3 上記認定の事実を前提として、まず、原告による浄化槽法35条の申請があったか否かにつき検討するに、その申請書(〔証拠略〕)の記載からして、その申請は廃掃法7条に基づくもので、浄化槽法35条の申請があったとは認められない。被告は、「一般廃棄物処理業及び浄化槽清掃業の許可について」と題する通知書(〔証拠略〕)により本件不許可処分をしているが、この通知書の記載は、その理由欄に「廃棄物処理及び清掃に関する法律第7条第3項第2号に該当しないので、許可できない旨通知いたします。」とあることからして「一般廃棄物処理業の許可について」とすべきものを誤記したにすぎないと認められる。
原告は、「被告の誤った教示があったから、浄化槽法35条の申請があったとみるべきである。」とも主張するが、浄化槽清掃業を営むためには、浄化槽清掃業の許可の他に、浄化槽の清掃により生ずる汚泥等の収集運搬につき必要な一般廃棄物処理業の許可もしくは他の一般廃棄物業者に業務委託することが必要であって、浄化槽清掃業の許可に先立ちその一般廃棄物処理業の許可の申請をするように教示したとしても、それが誤った教示であるとはいえず、その他上記認定事実からして被告に誤った教示があったとは認められない。
そうとすれば、原告の浄化槽清掃業の許可申請に対する不許可処分は存在しないことになるから、本件訴えのうち原告の浄化槽清掃業の許可申請に対する不許可処分の取消しを求める部分は却下されるべきである。
4 次に、本件不許可処分(し尿処理業の許可申請に対する不許可処分)に裁量権の濫用があったか否かにつき検討する。
(1) 廃掃法6条の2は「市町村は、一般廃棄物処理計画に従って、その区域内における一般廃棄物を生活環境の保全上支障が生じないうちに収集し、これを運搬し、及び処分しなければならない。
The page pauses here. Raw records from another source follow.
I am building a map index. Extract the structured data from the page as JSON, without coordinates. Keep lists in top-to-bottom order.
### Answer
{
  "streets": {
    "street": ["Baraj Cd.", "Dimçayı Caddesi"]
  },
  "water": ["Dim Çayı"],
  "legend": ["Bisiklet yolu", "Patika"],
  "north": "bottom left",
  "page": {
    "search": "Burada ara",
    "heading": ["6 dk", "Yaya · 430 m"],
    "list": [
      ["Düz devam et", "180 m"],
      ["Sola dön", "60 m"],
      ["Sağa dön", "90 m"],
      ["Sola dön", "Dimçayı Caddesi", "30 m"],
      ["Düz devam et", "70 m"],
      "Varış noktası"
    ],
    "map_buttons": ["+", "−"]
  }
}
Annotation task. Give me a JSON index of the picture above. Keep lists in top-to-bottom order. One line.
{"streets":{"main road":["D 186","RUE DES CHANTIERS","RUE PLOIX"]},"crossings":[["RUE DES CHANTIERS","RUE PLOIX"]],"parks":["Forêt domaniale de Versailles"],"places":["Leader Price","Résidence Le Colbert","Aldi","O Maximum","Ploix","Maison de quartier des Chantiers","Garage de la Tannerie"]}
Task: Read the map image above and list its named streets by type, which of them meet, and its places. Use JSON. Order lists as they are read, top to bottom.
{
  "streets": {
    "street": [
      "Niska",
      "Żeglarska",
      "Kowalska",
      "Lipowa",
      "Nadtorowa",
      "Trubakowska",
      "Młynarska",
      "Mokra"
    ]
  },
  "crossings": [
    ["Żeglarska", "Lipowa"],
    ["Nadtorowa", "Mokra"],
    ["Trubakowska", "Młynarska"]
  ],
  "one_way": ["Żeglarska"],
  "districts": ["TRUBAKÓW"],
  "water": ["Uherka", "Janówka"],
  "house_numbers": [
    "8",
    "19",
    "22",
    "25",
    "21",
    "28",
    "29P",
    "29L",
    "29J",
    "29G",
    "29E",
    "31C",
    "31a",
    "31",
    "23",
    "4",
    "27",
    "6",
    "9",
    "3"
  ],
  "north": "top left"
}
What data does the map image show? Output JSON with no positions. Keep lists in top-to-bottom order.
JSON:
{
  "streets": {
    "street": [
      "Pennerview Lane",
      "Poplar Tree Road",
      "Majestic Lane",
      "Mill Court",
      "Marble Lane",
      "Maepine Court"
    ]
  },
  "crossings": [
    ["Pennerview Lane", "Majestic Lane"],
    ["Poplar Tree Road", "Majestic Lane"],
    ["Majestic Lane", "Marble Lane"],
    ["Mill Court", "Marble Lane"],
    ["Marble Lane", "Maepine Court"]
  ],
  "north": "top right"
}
」と規定し、同法7条1項は、「一般廃棄物の収集又は運搬を業として行おうとする者は、当該業を行おうとする区域を管轄する市町村長の許可を受けなければならない。」と規定している。
かかる廃掃法の趣旨は、一般廃棄物の収集、処分は、市町村固有の責務であるが、これをすべて市町村自ら処理することは実際上できないため、許可を与えた廃棄物処理業者をして、市町村の事務を代行させることにより、自ら処理したと同様の効果を確保しようとしたものである。かかる趣旨によれば、市町村長が許可を与えるかどうかは、同法の目的と当該市町村の廃棄物処理計画に照らし、市町村がその責務である一般廃棄物処理の事務を円滑完全に遂行するのに必要適切であるかどうかという観点から決すべきものであり、市町村長の裁量に委ねられているものであるから、不許可処分が裁量権行使の正当な範囲内にとどまり、裁量権の範囲を逸脱し、その濫用に該当しなければ違法にならない。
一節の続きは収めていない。